On your Pi-hole, create an A record of domain.com that points to your server’s IP.

Then create any applicable CNAME (subdomain) records. E.g., file.domain.com that points to domain.com.

Verify using dig or nslookup with a machine connected to your LAN that both records work.

Configure your reverse proxy on the LAN server

Here’s an example configuration file:

# /etc/nginx/sites-available/domain.com

# 301 redirect from HTTP to HTTPS
server {
  listen 80;
  listen [::]:80;

  server_name *.domain.com;

  return 301 https://$host$request_uri;
}

# file.domain.com subdomain
server {
  server_name file.domain.com;
  location / {
    proxy_pass http://127.0.0.1:8080;
  }

  listen 443 ssl;
  include snippets/domain-com.conf;
  include snippets/ssl-params.conf;

}

Since I’m hosting 7 (or so) subdomains I decided to create a snippets file containing the certificate and certificate key location - that’s what the snippets/domain-com.conf file is:

# /etc/nginx/snippets/domain-com.conf

ssl_certificate /etc/letsencrypt/live/domain.com/fullchain.pem;
ssl_certificate_key /etc/letsencrypt/live/domain.com/privkey.pem;

And another file I pillaged from somewhere (here!), adapted slightly:

# /etc/nginx/snippets/ssl-params.conf

ssl_protocols TLSv1.3;
ssl_prefer_server_ciphers on;
ssl_dhparam /etc/nginx/dhparam.pem;
ssl_ciphers EECDH+AESGCM:EDH+AESGCM;
ssl_ecdh_curve secp384r1;
ssl_session_timeout 10m;
ssl_session_cache shared:SSL:10m;
ssl_session_tickets off;
ssl_stapling on;
ssl_stapling_verify on;
add_header Strict-Transport-Security "max-age=63072000; includeSubDomains; preload";
add_header X-Frame-Options DENY;
add_header X-Content-Type-Options nosniff;
add_header X-XSS-Protection "1; mode=block";

Wrap up

The really, really cool thing about this for me is that this domain is only accessible if I am connected to my LAN or tailnet. As far as the WAN is concerned, well, someone owns the domain, but there is no A record associated with it. The only DNS record I have set in my domain provider is the TXT record, which I removed shortly after creating the certificate.

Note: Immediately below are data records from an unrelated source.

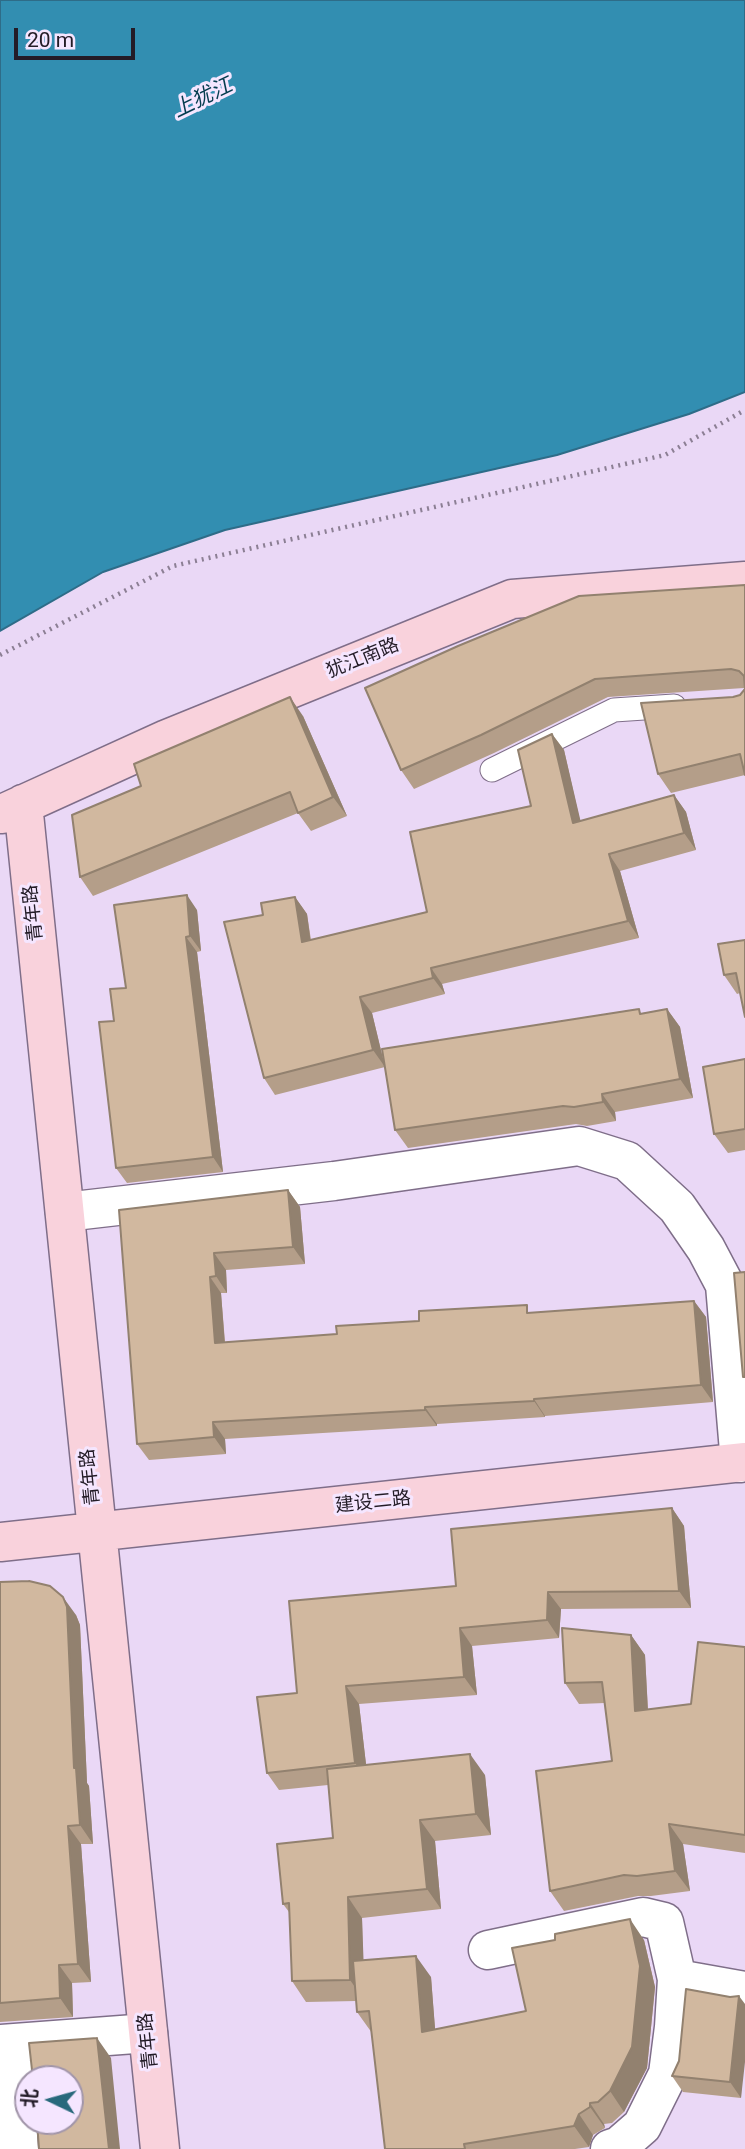 <!DOCTYPE html>
<html>
<head>
<meta charset="utf-8">
<style>
	body { margin:0 }
	#map { position:relative; width:745px; height:2149px; overflow:hidden; background:#ead8f6; font-family:Roboto,"Noto Sans SC",sans-serif }
	canvas { display:block }
	.north { position:absolute; left:14px; top:2065px; width:70px; height:70px; box-sizing:border-box; background:#f5e6ff; border:2px solid #a195a9; border-radius:50%; rotate:275deg; font-size:19px; font-weight:700; line-height:28px; text-align:center; color:#231c27 }
	.north::after { content:''; display:block; margin:auto; width:24px; height:32px; background:#28697c; clip-path:polygon(50% 0,100% 100%,50% 72%,0 100%) }
	.scale { position:absolute; left:14px; top:28px; width:121px; height:32px; box-sizing:border-box; border:4px solid #231c27; border-top:0; padding-left:9px; font-size:21px; line-height:24px; white-space:nowrap; color:#231c27; -webkit-text-stroke:5px #f5e6ff; paint-order:stroke }
</style>
</head>
<body>
<div id="map">
<canvas width="745" height="2149"></canvas>
<div class="north">北</div>
<div class="scale">20 m</div>
</div>
<script>
const c = document.querySelector('canvas').getContext('2d');
c.lineJoin = 'round';
function paint(path, color) {
  c.fillStyle = color;
  c.fill(path, 'evenodd');
}
function shape(rows) {
  const path = new Path2D();
  for (const r of rows) {
    path.moveTo(r[0], r[1]);
    for (let i = 2; i < r.length; i += 2) path.lineTo(r[i], r[i + 1]);
  }
  return path;
}
function trace(path, color, width, dash) {
  c.strokeStyle = color;
  c.lineWidth = width;
  c.lineCap = dash ? 'butt' : 'round';
  c.setLineDash(dash || []);
  c.stroke(path);
}
function write(font, color, halo, rows, align = 'center') {
  c.font = font + ' Roboto,"Noto Sans SC",sans-serif';
  c.lineWidth = 6;
  c.setLineDash([]);
  c.textBaseline = 'middle';
  c.strokeStyle = halo;
  c.fillStyle = color;
  for (const [text, x, y, turn = 0] of rows) {
    c.save();
    c.translate(x, y);
    c.rotate((+turn || 0) * Math.PI / 180);
    c.textAlign = isNaN(turn) ? turn : align;
    if (halo) c.strokeText(text, 0, 0);
    c.fillText(text, 0, 0);
    c.restore();
  }
}
const water = shape([
	[0,0,745,0,745,392,689,414,557,455,225,530,103,572,0,631,0,0]
]);
const path = shape([
	[0,655,173,566,665,455,745,410]
]);
const lane = shape([
	[492,770,614,710,674,706]
]);
const street = shape([
	[65,1212,334,1181,579,1146,627,1161,677,1207,706,1249,725,1285,740,1463],
	[488,1950,643,1917,664,1922,677,1979],
	[0,2044,148,2033],
	[11,2044,19,2149],
	[610,2149,619,2146,642,2126,668,2074,674,2027,677,1979,745,1991]
]);
const secondary = shape([
	[23,804,160,2149],
	[2,814,167,739,512,599,745,581],
	[0,1542,745,1462]
]);
const wall = shape([
	[745,585,745,775,671,793,658,774,733,697,740,695,745,689,744,688,608,697,494,753,414,789,401,770],
	[303,716,347,816,311,831,298,813,93,896,80,877,141,786],
	[552,734,564,750,580,821,674,795,686,812,696,850,620,871,639,938,442,984,445,994,372,1013,385,1067,275,1095,264,1078,263,915,295,897,307,914,311,940,427,912,531,806],
	[197,910,201,951,197,952,223,1172,127,1183,116,1168,114,1021,126,988],
	[745,940,740,993,737,994,724,975],
	[667,1009,680,1027,693,1098,615,1112,616,1121,587,1126,576,1124,408,1148,395,1130,643,1013],
	[745,1059,745,1150,728,1153,714,1134],
	[288,1190,300,1207,305,1264,226,1270,227,1293,221,1293,225,1342,337,1334,419,1321,694,1301,706,1317,713,1402,545,1416,545,1417,437,1424,437,1426,225,1439,226,1454,149,1460,137,1444,119,1210],
	[672,1508,684,1526,691,1608,561,1609,559,1638,472,1646,477,1695,359,1704,366,1765,485,1775,491,1835,435,1841,441,1909,362,1918,363,1960,431,1977,435,2030,526,2011,644,1940,655,1987,647,2068,624,2112,612,2123,604,2124,605,2128,593,2135,589,2147,575,2149,385,2149,372,2033,357,2012,356,2001,306,2002,292,1981,289,1912,283,1904,333,1838,328,1785,279,1790,267,1773,297,1693,456,1586],
	[0,1582,76,1615,80,1625,87,1783,89,1786,93,1844,81,1844,91,1982,72,1983,73,2017,0,2022],
	[631,1635,645,1655,648,1710,691,1704,745,1647,745,1853,683,1844,690,1891,651,1896,638,1896,564,1911,550,1891,612,1761,605,1703,579,1704,565,1683],
	[745,2004,741,2098,683,2092,672,2076]
]);
const shadedWall = shape([
	[290,697,303,716,347,816,333,797],
	[552,734,564,750,585,840,573,823],
	[674,795,686,812,696,850,684,833],
	[609,854,620,871,639,938,628,921],
	[187,895,197,910,201,951,190,936],
	[295,897,307,914,313,959,302,942],
	[186,937,197,952,223,1172,213,1157],
	[431,968,442,984,445,994,433,978],
	[360,997,372,1013,385,1067,373,1050],
	[667,1009,680,1027,693,1098,680,1079],
	[602,1094,615,1112,616,1121,603,1102],
	[288,1190,300,1207,305,1264,293,1247],
	[214,1253,226,1270,227,1293,216,1276],
	[210,1277,221,1293,226,1359,215,1343],
	[694,1301,706,1317,713,1402,701,1385],
	[534,1399,545,1416,545,1417,534,1401],
	[425,1407,437,1424,437,1426,425,1410],
	[213,1422,225,1439,226,1454,214,1437],
	[672,1508,684,1526,691,1608,679,1591],
	[548,1592,561,1609,559,1638,547,1620],
	[63,1597,76,1615,80,1625,87,1783,89,1786,93,1844,80,1825,74,1768],
	[460,1628,472,1646,477,1695,464,1677],
	[631,1635,645,1655,649,1732,635,1711],
	[346,1686,359,1704,368,1781,355,1763],
	[470,1754,485,1775,491,1835,476,1814],
	[420,1820,435,1841,441,1909,427,1889],
	[669,1824,683,1844,690,1891,675,1871],
	[68,1826,81,1844,91,1982,78,1964],
	[348,1897,362,1918,365,2001,350,1980],
	[630,1919,644,1940,655,1987,647,2068,624,2112,610,2091],
	[416,1956,431,1977,437,2053,422,2032],
	[59,1965,72,1983,73,2017,60,1998],
	[739,1996,745,2004,745,2062,741,2098,730,2082],
	[97,2038,111,2058,120,2149,109,2149],
	[590,2103,604,2124,605,2128,590,2107],
	[579,2114,593,2135,589,2147,574,2126]
]);
const building = shape([
	[745,585,745,775,740,754,658,774,641,703,733,697,740,695,745,689,744,676,739,671,731,669,595,679,481,735,401,770,365,688,458,646,579,596,745,585],
	[290,697,333,797,298,813,290,792,80,877,72,815,141,786,134,764,290,697],
	[552,734,573,823,674,795,684,833,609,854,628,921,431,968,433,978,360,997,373,1050,264,1078,224,922,263,915,261,903,295,897,302,942,427,912,410,832,531,806,518,750,552,734],
	[187,895,190,936,186,937,213,1157,116,1168,99,1022,114,1021,110,989,126,988,114,905,187,895],
	[745,940,745,1017,736,973,724,975,718,944,745,940],
	[639,1009,640,1014,667,1009,680,1079,602,1094,603,1102,574,1107,563,1106,395,1130,382,1049,639,1009],
	[745,1059,745,1129,714,1134,703,1067,745,1059],
	[288,1190,293,1247,214,1253,216,1276,210,1277,215,1343,337,1334,336,1326,419,1321,419,1311,527,1305,527,1313,694,1301,701,1385,534,1399,534,1401,425,1407,425,1410,213,1422,214,1437,137,1444,119,1210,288,1190],
	[745,1272,745,1377,743,1377,734,1273,745,1272],
	[672,1508,679,1591,548,1592,547,1620,460,1628,464,1677,346,1686,355,1763,267,1773,257,1697,297,1693,289,1601,456,1586,451,1529,672,1508],
	[29,1581,50,1586,63,1597,67,1607,74,1768,76,1768,80,1825,68,1826,78,1964,59,1965,60,1998,0,2003,0,1582,29,1581],
	[562,1628,631,1635,635,1711,691,1704,698,1642,745,1647,745,1835,669,1824,675,1871,637,1876,624,1875,550,1891,536,1771,612,1761,602,1682,565,1683,562,1628],
	[470,1754,476,1814,420,1820,427,1889,348,1897,350,1980,292,1981,289,1903,283,1904,277,1844,333,1838,327,1769,470,1754],
	[630,1919,640,1966,632,2047,610,2091,598,2102,590,2103,590,2107,579,2114,574,2126,464,2144,465,2149,385,2149,369,2011,357,2012,353,1961,416,1956,422,2032,526,2011,512,1948,555,1940,555,1934,630,1919],
	[686,1989,730,1997,739,1996,730,2082,672,2076,679,2061,686,1989],
	[97,2038,109,2149,39,2149,37,2121,70,2121,70,2079,33,2079,29,2043,97,2038]
]);
const streetNames = [
	["犹江南路",363,659,-22],
	["青年路",34,913,-96],
	["青年路",91,1477,-96],
	["建设二路",373,1503,-6],
	["青年路",149,2041,-96]
];
const waterNames = [
	["上犹江",203,99,-26]
];
paint(water, '#328eb1');
trace(water, '#2e6c88', 2);
trace(lane, '#7f6e89', 25);
trace(street, '#7f6e89', 41);
trace(secondary, '#7f6e89', 41);
trace(path, '#8c7f94', 4.5, [2, 5]);
trace(lane, '#fff', 23);
trace(street, '#fff', 38);
trace(secondary, '#f9d2dc', 38);
paint(wall, '#b49e89');
paint(shadedWall, '#92816f');
paint(building, '#d1b89f');
trace(building, '#92816f', 2);
write('19px', '#231c27', '#f5e6ff', streetNames);
write('italic 21px', '#053c4f', '#f5e6ff', waterNames);
</script>
</body>
</html>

This accomplishes my goal of never having any of these services accessible to the outside while still getting a publicly signed certificate. It’s really quite neat to have a local domain name resolve to my own personal services perfectly indistinguishably from a public domain, while still knowing that I’m not exposing my whole LAN indiscriminately.

Definitely a level up for the homelab!